O Presidente dos EUA, Donald Trump, ameaçou impor tarifas a países que se opõem à sua ambição de anexar a Groenlândia, um território autogovernado sob a soberania da Dinamarca. Falando em uma reunião na Casa Branca, Trump afirmou que "pode impor uma tarifa aos países se eles não concordarem com a Groenlândia", embora não tenha especificado quais nações poderiam ser alvos ou a base legal para tais tarifas.

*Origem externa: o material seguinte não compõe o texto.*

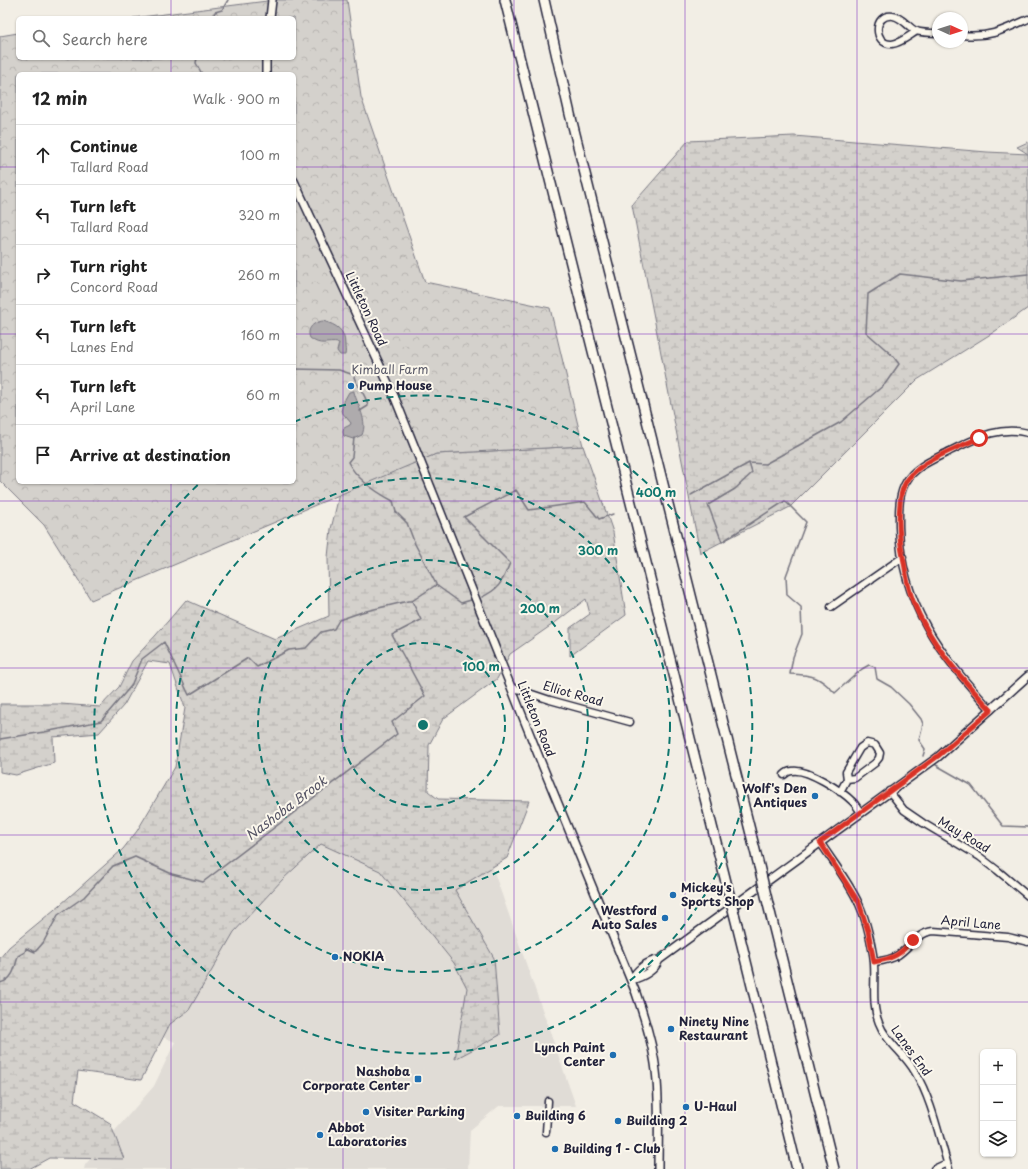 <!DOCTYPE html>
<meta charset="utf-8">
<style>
body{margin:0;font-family:"Playpen Sans",sans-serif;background:#f6f6f6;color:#222}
.controls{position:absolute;right:12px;bottom:12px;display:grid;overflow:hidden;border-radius:6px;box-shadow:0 1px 3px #0004}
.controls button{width:36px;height:36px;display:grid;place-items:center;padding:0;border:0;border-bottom:1px solid #e0e0e0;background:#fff;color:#222;font:20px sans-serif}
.compass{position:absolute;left:932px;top:12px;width:36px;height:36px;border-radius:50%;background:#fff;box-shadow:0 1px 3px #0004;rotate:93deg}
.stop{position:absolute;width:12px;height:12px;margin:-9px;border:3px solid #d93025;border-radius:50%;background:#fff}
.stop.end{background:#d93025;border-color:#fff;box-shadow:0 1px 4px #0008}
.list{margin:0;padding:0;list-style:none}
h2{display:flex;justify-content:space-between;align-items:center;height:52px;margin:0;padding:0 16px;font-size:17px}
h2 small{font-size:13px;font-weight:400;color:#767676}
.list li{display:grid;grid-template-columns:26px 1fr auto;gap:12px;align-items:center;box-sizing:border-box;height:60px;padding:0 16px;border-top:1px solid #e0e0e0}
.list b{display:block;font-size:15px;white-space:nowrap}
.list p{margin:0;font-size:13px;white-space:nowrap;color:#767676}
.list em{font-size:13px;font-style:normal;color:#767676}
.icon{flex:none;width:22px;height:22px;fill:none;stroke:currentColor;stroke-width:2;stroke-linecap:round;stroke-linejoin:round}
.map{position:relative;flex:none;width:1028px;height:1169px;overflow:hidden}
.search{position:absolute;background:#fff;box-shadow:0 1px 3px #0004;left:16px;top:16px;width:280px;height:44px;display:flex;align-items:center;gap:10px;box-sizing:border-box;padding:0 14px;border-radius:6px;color:#767676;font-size:15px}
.panel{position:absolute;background:#fff;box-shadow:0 1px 3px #0004;left:16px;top:72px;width:280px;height:412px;border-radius:6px}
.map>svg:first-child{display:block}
.built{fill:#e0dcd6}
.wetland{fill:url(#wetland-marsh);stroke:#7b7a84}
.park{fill:url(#park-crowns);stroke:#7b7a84;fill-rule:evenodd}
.water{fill:#aeabad;stroke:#76747f}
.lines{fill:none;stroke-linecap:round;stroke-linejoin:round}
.stream{stroke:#76747f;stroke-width:1.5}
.minor-casing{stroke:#22223b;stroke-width:9}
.major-casing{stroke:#22223b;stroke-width:10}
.highway-casing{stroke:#22223b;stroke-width:12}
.minor{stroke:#fbf7ec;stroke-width:6}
.major{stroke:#fbf7ec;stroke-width:7}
.highway{stroke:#fbf7ec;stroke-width:9}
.highway-bridge-casing{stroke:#22223b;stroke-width:12;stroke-linecap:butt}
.highway-bridge{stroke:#fbf7ec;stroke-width:9}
.route{stroke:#d93025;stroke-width:5}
.grid{fill:none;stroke:#7b2cbf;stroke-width:1;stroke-opacity:0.55}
.ring{fill:none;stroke:#0f766e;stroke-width:2;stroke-dasharray:7 5}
.poi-dot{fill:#1f6fb2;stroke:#fbf7ec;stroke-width:1.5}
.labels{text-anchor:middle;stroke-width:4;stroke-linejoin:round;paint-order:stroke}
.street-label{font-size:12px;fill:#22223b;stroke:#fbf7ec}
.park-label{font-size:12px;fill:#575766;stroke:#fbf7ec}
.poi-label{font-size:12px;font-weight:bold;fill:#22223b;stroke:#fbf7ec;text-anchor:start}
.water-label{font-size:13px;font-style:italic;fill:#535263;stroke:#fbf7ec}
.centre{fill:#0f766e;stroke:#fbf7ec;stroke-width:2}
.ring-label{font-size:12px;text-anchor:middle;font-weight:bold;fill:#0f766e;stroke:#fbf7ec;stroke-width:4;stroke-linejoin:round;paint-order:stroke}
</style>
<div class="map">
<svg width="1028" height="1169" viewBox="0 0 1028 1169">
<defs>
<pattern id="wetland-marsh" width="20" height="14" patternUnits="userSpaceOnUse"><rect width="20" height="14" fill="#d4d1cc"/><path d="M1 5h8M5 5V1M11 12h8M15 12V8" fill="none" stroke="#b6b3b0"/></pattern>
<pattern id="park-crowns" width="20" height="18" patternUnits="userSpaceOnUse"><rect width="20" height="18" fill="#d4d1cc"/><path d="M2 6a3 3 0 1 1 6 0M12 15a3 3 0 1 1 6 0" fill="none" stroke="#b6b3b0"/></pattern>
</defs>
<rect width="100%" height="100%" fill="#f2eee5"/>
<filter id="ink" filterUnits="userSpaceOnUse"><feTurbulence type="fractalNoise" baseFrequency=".025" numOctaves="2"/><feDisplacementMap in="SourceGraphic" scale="8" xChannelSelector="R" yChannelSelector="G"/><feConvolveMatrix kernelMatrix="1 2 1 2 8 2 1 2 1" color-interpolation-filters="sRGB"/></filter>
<g filter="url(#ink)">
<!-- built -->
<path class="built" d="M408 749 419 806 473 812 576 1106H499L470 1130 468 1169H84L85 1165 154 1086 175 1042 151 1032 138 1016Z"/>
<!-- wetland -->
<path class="wetland" d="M794 136 987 152 1028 154V308L994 332 917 380 790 507 700 553 632 205 688 141Z
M583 446 613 532 626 615 570 656V628L590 614 586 599 556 622 510 654 497 679 443 719 429 745 428 791 438 799 529 801 507 858 455 890 494 958 500 1035 455 1059 467 988 454 963 380 871 321 844 283 879 234 932 189 1010 170 1024 141 1080 78 1071 74 1101 110 1123 124 1159 49 1158 29 1169H0V958L9 947 60 905 123 849 137 831 175 767 185 708 170 664 148 661 124 705 99 733 53 737 54 763 16 775 0 772V704H61L100 707 119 687 132 661 156 635 186 600 275 639 329 616 328 557 331 529 337 504 343 465 414 463 436 454Z"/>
<!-- park -->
<path class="park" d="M275 0H347L361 97 425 282 550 308 583 446 436 454 91 600 44 525 0 481V36L18 33V58H294V18H133ZM18 74H294V482H18Z
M1028 142V154L1017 147Z"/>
<!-- water -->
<path class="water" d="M323 321C337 325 345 330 345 345 345 348 346 351 345 355H340L337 351 339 343C326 341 321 347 310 338 306 328 314 322 323 321Z
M349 392 354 391V392C358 407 368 420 362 435L353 439 344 436 343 432 344 428 350 425 351 423 341 411 344 401Z"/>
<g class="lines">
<!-- stream -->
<path class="stream" d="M212 18 215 12 222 10 228 0
M197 58 196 63 202 74
M294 369 339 370 351 374
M354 377C358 388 366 394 368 406L360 411
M354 438 352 457 348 462C357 480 376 492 393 501L396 512 407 523 415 544 436 584
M749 463 752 473 735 489 708 505 722 542 785 501 806 522 786 576 787 595 801 607 802 634 793 657 790 674C813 675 819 676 835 693L862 669 869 665 875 667 877 679 891 687 909 704 921 719 923 724 919 740 925 749 923 756
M691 495 749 463 765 464 841 422 885 384 899 364 893 356 866 332 868 294 900 274 961 281 1028 274
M482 597C501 588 502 581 510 563L464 517 516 490 529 510 585 502 599 519 613 514
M0 739 44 732 101 721 131 686 142 659 164 642 189 695 248 658 257 667 289 650 306 648 321 632 334 629 339 620 362 612 408 601H412
M936 765 971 785 1003 826 1028 827
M0 983C13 980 15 968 18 956L25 952 26 948 35 952 43 943 58 915 84 897 113 866 135 857 172 874 203 882 397 734 392 722 425 696 392 635 421 620 412 601 436 585 461 603 471 600"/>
<defs>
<path id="minor" d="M917 31C910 35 901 43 892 44 873 45 873 13 893 16 902 17 908 27 916 31 922 33 932 33 938 33
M962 35C989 38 1004 30 1028 19
M831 607 903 557
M511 687 550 700 630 722
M991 710C941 655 901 605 899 527 899 513 898 495 906 482 915 466 935 459 950 451 975 439 999 425 1028 433
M784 775C786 773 789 771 792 771 807 768 842 791 853 802 856 805 858 809 861 812
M889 791 904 810 923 823 980 857 997 870 1028 896
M840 792 847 779 855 778 875 763 879 758 880 753 875 745 867 743 860 748 846 772 847 779
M820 842C833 862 849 882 859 904 866 919 870 937 873 954 877 977 870 1001 879 1023 886 1042 905 1054 915 1072 932 1100 939 1137 949 1169
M874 962C882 961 891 960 898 955 911 946 917 933 933 931L1008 937 1028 942
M546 1132 548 1101
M934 1169 947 1163"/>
<path id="major" d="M270 18 272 0
M266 58V74
M294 181 395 398 543 767 636 993C645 1019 653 1044 656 1071 660 1103 658 1136 658 1169
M631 980C642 977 654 971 659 960L938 757 1028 676
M631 980C637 970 647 961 659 960"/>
<path id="highway" d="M505 0 727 886
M544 0 570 114 759 866
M768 904 834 1169
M737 925 797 1169"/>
</defs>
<!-- minor casing -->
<use href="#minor" class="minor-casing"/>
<!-- major casing -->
<use href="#major" class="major-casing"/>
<!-- highway casing -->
<use href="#highway" class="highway-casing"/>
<!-- minor -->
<use href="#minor" class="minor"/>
<!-- major -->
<use href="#major" class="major"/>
<!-- highway -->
<use href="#highway" class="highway"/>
<defs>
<path id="highway-bridge" d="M759 866 768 904
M727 886 737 925"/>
</defs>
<!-- highway-bridge casing -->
<use href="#highway-bridge" class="highway-bridge-casing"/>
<!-- highway-bridge -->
<use href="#highway-bridge" class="highway-bridge"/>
</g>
</g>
<g class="lines" filter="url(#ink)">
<!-- route -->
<path class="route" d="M913 940C899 955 895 958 874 962L868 931 859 903 820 842 938 756 991 710C961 678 929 642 913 601 908 589 906 575 904 562 901 548 899 534 899 520 900 506 899 491 908 479 922 460 957 448 979 438"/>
</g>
<!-- grid -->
<path class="grid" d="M171 0V18M343 0V1169M514 0V1169M685 0V1169M857 0V1169M171 58V74M0 167H18M294 167H1028M0 334H18M294 334H1028M171 482V1169M0 501H1028M0 668H1028M0 835H1028M0 1002H1028"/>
<!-- distance rings -->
<g class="ring">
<circle cx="423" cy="725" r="82"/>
<circle cx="423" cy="725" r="165"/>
<circle cx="423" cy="725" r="247"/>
<path d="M294 422A329 329 0 1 1 201 482"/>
</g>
<!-- markers -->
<g class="poi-dot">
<circle cx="351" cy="386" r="4"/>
<circle cx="815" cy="796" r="4"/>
<circle cx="673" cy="895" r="4"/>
<circle cx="665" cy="918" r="4"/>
<circle cx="335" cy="957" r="4"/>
<circle cx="671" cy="1029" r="4"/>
<circle cx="613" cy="1055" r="4"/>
<rect x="414" y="1075" width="8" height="8" rx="2"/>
<circle cx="686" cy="1107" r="4"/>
<circle cx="366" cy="1112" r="4"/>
<circle cx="517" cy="1116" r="4"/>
<circle cx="618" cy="1121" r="4"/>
<circle cx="320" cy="1135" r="4"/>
<circle cx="555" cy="1149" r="4"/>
</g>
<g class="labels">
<!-- street labels -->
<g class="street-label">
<text transform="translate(366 309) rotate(65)" y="4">Littleton Road</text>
<text transform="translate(573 694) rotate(16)" y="4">Elliot Road</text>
<text transform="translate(536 719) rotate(68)" y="4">Littleton Road</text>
<text transform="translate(964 835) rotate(31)" y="4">May Road</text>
<text transform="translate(971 923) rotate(5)" y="4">April Lane</text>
<text transform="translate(911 1051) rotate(54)" y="4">Lanes End</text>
</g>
<!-- park labels -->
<g class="park-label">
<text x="390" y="374">Kimball Farm</text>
</g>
<!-- poi labels -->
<g class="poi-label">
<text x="359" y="390">Pump House</text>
<text x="807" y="793" text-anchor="end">Wolf's Den<tspan x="807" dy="14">Antiques</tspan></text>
<text x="681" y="892">Mickey's<tspan x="681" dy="14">Sports Shop</tspan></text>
<text x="657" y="915" text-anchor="end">Westford<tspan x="657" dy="14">Auto Sales</tspan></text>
<text x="343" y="961">NOKIA</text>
<text x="679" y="1026">Ninety Nine<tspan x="679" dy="14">Restaurant</tspan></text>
<text x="605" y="1052" text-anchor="end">Lynch Paint<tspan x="605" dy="14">Center</tspan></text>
<text x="410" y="1076" text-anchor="end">Nashoba<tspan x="410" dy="14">Corporate Center</tspan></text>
<text x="694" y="1111">U-Haul</text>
<text x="374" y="1116">Visiter Parking</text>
<text x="525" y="1120">Building 6</text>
<text x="626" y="1125">Building 2</text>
<text x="328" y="1132">Abbot<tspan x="328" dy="14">Laboratories</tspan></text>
<text x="563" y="1153">Building 1 - Club</text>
</g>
<!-- water labels -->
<g class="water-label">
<text transform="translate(286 808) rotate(-37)" y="5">Nashoba Brook</text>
</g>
</g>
<circle cx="423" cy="725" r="6" class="centre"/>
<g class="ring-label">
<text x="656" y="497">400 m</text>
<text x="598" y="555">300 m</text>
<text x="540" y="613">200 m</text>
<text x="481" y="671">100 m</text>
</g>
</svg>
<div class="controls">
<button>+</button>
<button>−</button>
<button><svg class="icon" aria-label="layers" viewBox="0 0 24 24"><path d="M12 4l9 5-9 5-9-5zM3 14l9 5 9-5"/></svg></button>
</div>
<svg class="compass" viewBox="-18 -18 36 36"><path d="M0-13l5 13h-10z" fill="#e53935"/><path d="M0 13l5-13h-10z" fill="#767676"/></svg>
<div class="stop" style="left:979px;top:438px"></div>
<div class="stop end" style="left:913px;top:940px"></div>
<div class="search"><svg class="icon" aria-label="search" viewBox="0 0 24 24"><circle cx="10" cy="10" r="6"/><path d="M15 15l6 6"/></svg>Search here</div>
<section class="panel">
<h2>12 min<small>Walk · 900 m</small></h2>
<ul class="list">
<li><svg class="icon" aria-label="ahead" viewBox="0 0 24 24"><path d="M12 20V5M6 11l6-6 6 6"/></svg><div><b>Continue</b><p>Tallard Road</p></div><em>100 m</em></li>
<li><svg class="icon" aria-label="left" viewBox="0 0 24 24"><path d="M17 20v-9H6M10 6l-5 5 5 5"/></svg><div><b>Turn left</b><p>Tallard Road</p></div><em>320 m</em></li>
<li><svg class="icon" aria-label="right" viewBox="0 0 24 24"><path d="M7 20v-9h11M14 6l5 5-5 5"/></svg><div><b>Turn right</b><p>Concord Road</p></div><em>260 m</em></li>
<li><svg class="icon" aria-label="left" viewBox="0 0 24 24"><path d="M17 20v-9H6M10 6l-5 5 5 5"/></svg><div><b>Turn left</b><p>Lanes End</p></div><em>160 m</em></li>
<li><svg class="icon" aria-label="left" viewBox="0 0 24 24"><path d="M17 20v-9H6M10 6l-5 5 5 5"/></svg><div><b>Turn left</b><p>April Lane</p></div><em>60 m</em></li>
<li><svg class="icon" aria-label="arrive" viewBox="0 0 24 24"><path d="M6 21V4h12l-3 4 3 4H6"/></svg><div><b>Arrive at destination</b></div></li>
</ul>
</section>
</div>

As declarações de Trump coincidiram com a visita de uma delegação bipartidária do Congresso à Groenlândia, destinada a demonstrar apoio ao território. A delegação de 11 membros, incluindo republicanos que expressaram reservas sobre o interesse do presidente em adquirir a Groenlândia para fins de segurança nacional dos EUA, reuniu-se com membros do parlamento, a primeira-ministra dinamarquesa Mette Frederiksen e o primeiro-ministro da Groenlândia, Jens-Frederik Nielsen. O senador Chris Coons, um democrata e líder da delegação, não comentou sobre a ameaça de tarifas do Presidente.
A perspectiva dos Estados Unidos adquirirem a Groenlândia tem enfrentado resistência não apenas da Dinamarca e da Groenlândia, mas também de dentro dos EUA, onde muitos manifestaram ceticismo. A Groenlândia, embora faça parte do Reino da Dinamarca, possui significativa autonomia, administrando seus próprios assuntos internos, enquanto a Dinamarca lida com a política externa e a defesa. A localização estratégica da ilha, os ricos recursos naturais e o potencial para pesquisa científica a tornaram um tema de interesse internacional.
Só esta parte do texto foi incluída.